From voluntary incident reporting to greater reliance on advanced simulators, to an increased focus on pinpointing potential hazards by downloading information from flight-data recorders, the chopper world is turning to tried-and-true safety enhancements.

But widespread adoption of such methods is proving elusive, partly due to the complications of an array of large and small operators engaged in vastly different types of flying.

“We’ve taken a broad approach to reducing accident rates, rather than a very targeted approach at specific industry segments,” said to Lindsay Cunningham, head of flight safety for the U.S. helicopter unit of Airbus Group SE. But now, that is one of the strategies in the process of changing.

For starters, rotorcraft accident-prevention experts are determined to collect more accurate data on the total number of hours flown by nonmilitary choppers in various countries. Without such up-to-date statistics, industry leaders have been frustrated in accurately tracking annual changes in global, or even regional, accident rates.

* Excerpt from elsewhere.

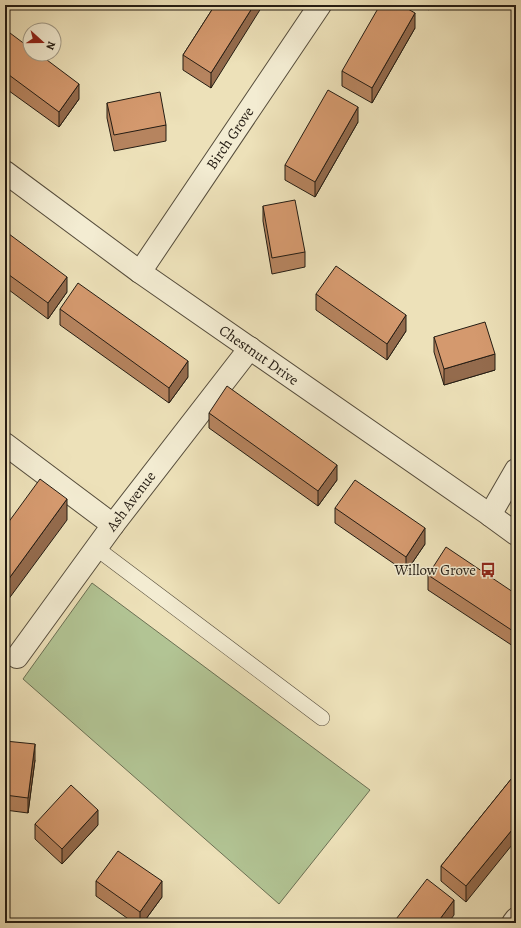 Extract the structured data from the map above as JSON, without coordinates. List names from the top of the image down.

In addition to gains in the U.S., the latest numbers show some improvements in Canada, Brazil and other countries, according to industry officials. “But the focus is now on the regulatory agencies” to provide accurate data everywhere, said Matthew Zuccaro, chief executive of the industry’s largest international trade association.

Another emerging trend is proactive use of flight-data recorders to dissect dangerous incidents and identify safety hazards. While many new choppers are equipped with the necessary equipment—and easily can obtain software to analyze downloaded information—only a minority of operators are aggressively using those tools.

“Most customers simply don’t do that,” Ms. Cunningham said in an interview last week. At this point, she added, even the majority of law-enforcement agencies use such systems “in a very reactive manner, if at all.”

Mechanical malfunctions are the primary culprit in only about 5% of serious helicopter accidents, according to safety experts. At the same time, the industry continues to rank accidents during training flights as one of the top two categories of all crashes.

Moreover, there is still considerable ambivalence among operators about increasing the use of the most expensive ground-based simulators.

Above all, however, experts agree the human element is the most important variable in boosting safety.

For years, training programs, videos and industrywide slogans have highlighted the mistaken decisions of some chopper pilots to push ahead even in low visibility and other questionable conditions.

A central training principle is encouraging aviators to be more disciplined and cautious when weather or other factors suddenly change, instead of automatically continuing the trip and “making so many decisions on the fly,” according to Bruce Webb, the Airbus helicopter unit’s chief pilot. The aim is to ensure aviators “get over the bravado and machismo” that frequently leads to crashes, he said in an interview.

Compared with helicopter fleets, airlines have a much longer and more successful track record emphasizing the importance of strict adherence to rules and standard operating procedures.

When it comes to instilling professionalism, chopper pilots have to understand more clearly the dangers of intentional violations, according to David Bjellos, a helicopter pilot who runs a corporate-flight department and is active in industry safety groups. But too often, he said, “we don’t know how to fix that.”